That brings us to the district court's ruling on his claim that prison officials retaliated against him for his grievances by sending him to segregation. To present a triable claim, Munson needed to furnish evidence suggesting that (1) he engaged in activity protected by the First Amendment; (2) he suffered a deprivation reasonably likely to deter such protected activity; and (3) the protected activity was at least a motivating factor in the prison officials' decision to impose the deprivation. Watkins v. Kasper, 599 F.3d 791, 794 (7th Cir. 2010).
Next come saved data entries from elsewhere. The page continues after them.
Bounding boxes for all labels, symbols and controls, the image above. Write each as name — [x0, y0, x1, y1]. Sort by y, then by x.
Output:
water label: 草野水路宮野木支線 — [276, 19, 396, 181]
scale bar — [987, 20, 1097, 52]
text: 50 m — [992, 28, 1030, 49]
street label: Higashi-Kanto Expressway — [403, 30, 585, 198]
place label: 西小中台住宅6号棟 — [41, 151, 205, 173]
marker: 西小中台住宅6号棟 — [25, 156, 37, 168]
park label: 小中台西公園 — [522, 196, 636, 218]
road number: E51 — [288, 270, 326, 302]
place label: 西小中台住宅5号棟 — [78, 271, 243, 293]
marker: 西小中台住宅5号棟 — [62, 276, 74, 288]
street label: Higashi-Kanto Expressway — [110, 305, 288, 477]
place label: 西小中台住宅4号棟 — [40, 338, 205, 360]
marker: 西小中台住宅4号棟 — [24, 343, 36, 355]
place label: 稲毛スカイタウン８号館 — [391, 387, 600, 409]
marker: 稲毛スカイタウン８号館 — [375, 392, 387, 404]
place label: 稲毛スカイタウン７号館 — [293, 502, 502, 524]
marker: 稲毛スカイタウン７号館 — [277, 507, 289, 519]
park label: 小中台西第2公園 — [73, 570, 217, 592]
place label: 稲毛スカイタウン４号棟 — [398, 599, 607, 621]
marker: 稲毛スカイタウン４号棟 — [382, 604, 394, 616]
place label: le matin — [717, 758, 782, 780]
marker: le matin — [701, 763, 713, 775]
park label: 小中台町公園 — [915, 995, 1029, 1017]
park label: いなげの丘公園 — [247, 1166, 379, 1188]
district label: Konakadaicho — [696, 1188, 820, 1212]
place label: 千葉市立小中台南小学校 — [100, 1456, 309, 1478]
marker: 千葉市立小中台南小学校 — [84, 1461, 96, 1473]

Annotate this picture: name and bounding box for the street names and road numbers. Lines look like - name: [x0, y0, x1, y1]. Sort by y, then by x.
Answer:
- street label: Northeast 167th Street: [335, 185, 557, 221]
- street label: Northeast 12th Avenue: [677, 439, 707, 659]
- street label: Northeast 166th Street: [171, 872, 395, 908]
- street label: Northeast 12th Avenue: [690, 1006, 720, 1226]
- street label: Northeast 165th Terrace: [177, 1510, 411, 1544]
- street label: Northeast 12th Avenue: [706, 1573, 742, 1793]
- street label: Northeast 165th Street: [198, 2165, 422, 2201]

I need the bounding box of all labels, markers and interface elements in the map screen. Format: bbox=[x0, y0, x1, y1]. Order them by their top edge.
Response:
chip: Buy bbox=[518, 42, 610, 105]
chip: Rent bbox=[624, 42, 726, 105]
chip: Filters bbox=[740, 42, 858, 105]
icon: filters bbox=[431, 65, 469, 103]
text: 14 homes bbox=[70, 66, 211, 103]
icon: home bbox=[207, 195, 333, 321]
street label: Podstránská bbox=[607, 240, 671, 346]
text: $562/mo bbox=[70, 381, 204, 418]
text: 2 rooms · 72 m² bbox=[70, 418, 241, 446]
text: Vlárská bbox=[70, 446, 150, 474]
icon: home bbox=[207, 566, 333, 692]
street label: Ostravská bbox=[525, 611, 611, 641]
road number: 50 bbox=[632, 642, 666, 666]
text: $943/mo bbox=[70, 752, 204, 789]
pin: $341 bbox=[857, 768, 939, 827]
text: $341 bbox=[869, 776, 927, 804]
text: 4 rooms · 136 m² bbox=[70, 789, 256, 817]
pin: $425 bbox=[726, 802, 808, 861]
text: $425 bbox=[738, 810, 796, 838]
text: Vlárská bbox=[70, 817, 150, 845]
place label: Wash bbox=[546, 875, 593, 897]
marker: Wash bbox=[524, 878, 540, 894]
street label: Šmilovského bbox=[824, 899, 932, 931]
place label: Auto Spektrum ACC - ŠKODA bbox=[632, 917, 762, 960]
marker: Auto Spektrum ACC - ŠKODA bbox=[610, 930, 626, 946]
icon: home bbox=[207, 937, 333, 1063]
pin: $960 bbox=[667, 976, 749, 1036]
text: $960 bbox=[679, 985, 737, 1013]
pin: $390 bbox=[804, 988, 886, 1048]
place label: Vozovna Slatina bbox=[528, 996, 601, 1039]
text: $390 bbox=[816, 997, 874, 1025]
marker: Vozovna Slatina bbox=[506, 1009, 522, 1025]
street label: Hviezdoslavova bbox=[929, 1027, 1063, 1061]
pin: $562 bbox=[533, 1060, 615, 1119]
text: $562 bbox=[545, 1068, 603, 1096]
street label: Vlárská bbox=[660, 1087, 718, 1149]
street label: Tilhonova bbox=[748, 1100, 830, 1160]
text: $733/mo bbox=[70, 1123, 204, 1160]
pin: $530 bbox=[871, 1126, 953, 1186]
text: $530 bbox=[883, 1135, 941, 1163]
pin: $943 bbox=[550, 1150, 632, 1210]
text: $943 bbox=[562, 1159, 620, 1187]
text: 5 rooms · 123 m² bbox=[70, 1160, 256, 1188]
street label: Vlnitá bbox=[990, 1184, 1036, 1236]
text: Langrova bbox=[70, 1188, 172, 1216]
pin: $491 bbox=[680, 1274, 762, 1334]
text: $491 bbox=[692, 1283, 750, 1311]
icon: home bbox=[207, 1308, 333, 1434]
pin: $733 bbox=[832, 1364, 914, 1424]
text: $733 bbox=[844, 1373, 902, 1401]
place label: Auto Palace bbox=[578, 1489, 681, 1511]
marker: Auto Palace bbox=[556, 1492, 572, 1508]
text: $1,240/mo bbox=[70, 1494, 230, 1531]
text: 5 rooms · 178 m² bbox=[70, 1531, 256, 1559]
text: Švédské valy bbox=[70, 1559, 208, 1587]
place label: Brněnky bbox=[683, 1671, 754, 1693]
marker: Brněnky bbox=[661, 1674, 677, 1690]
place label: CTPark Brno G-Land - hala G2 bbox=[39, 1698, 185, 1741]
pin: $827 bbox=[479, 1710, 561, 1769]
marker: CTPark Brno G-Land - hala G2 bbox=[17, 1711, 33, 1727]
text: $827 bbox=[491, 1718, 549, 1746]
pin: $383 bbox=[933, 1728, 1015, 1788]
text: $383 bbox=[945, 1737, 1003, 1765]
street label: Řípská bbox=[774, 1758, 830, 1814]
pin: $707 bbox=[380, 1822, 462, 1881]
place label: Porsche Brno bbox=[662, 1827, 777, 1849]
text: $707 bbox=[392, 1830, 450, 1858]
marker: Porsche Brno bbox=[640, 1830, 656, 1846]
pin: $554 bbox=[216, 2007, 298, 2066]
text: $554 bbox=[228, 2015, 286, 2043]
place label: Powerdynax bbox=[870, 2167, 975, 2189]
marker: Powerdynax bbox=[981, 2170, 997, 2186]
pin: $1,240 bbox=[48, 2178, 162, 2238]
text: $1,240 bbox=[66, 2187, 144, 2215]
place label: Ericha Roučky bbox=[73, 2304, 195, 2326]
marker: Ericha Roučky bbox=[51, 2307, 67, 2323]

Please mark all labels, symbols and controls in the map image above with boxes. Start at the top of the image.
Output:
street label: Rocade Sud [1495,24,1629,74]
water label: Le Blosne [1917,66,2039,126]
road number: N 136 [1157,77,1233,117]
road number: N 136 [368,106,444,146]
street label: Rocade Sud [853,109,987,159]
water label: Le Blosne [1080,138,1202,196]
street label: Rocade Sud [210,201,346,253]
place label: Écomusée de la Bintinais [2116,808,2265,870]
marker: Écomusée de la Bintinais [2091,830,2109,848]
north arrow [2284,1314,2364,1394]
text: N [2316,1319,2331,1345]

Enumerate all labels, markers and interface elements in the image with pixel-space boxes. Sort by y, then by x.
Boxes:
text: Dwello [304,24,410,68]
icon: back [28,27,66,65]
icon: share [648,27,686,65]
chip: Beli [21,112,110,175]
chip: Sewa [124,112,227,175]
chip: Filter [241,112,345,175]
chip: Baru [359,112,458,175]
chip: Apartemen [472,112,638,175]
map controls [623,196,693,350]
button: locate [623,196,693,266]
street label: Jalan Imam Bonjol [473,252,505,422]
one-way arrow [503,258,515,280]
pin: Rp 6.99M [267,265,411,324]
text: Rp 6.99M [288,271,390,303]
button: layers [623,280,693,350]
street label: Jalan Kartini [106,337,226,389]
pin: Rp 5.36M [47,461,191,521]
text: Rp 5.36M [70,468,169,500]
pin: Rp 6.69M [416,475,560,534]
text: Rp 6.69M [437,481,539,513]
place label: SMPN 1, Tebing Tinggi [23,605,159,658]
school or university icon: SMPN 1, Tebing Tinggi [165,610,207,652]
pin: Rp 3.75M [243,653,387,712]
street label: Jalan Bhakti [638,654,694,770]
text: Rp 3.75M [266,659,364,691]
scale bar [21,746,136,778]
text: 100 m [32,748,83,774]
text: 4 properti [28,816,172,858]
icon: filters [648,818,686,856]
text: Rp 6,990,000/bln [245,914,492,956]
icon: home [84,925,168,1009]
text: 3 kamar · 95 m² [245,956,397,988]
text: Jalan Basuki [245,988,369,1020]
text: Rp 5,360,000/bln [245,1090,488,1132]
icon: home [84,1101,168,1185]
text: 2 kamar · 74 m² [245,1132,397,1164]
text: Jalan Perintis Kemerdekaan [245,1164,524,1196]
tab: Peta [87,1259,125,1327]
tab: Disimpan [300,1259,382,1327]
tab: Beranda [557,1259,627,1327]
We may assume that Munson's grievances about pests are protected activities, see Holleman v. Zatecky, 951 F.3d 873, 878 (7th Cir. 2020), but no evidence suggests that they led to his segregation. Devbrow v. Gallegos, 735 F.3d 584, 587-88 (7th Cir. 2013). The uncontradicted evidence is that, in order to process his request to move to another prison, he was transferred to segregation to reassess his security risk. Munson responds by speculating that the defendants transferred him because, six days earlier, he filed his grievance about a mouse bite and brought the dead mouse into the healthcare unit. But other than suspicious timing, which rarely alone is sufficient to show causation, Kidwell v. Eisenhauer, 679 F.3d 957, 966 (7th Cir. 2012), he has not linked the transfer to his grievance. He thus cannot avoid summary judgment on this claim.

AFFIRMED

We have agreed to decide the case without oral argument because the briefs and record adequately present the facts and legal arguments, and oral argument would not significantly aid the court. FED. R. APP. p. 34(a)(2)(C).


Summaries of

Munson v. Kink

United States Court of Appeals, Seventh Circuit
Dec 22, 2022
No. 21-2738 (7th Cir. Dec. 22, 2022)

dismissing infestation claim based on a single mouse bite

Summary of this case from Smith v. Godinez
Case details for

Munson v. Kink

Case Details

Full title:JAMES MUNSON, Plaintiff-Appellant, v. KEVIN KINK, et al.…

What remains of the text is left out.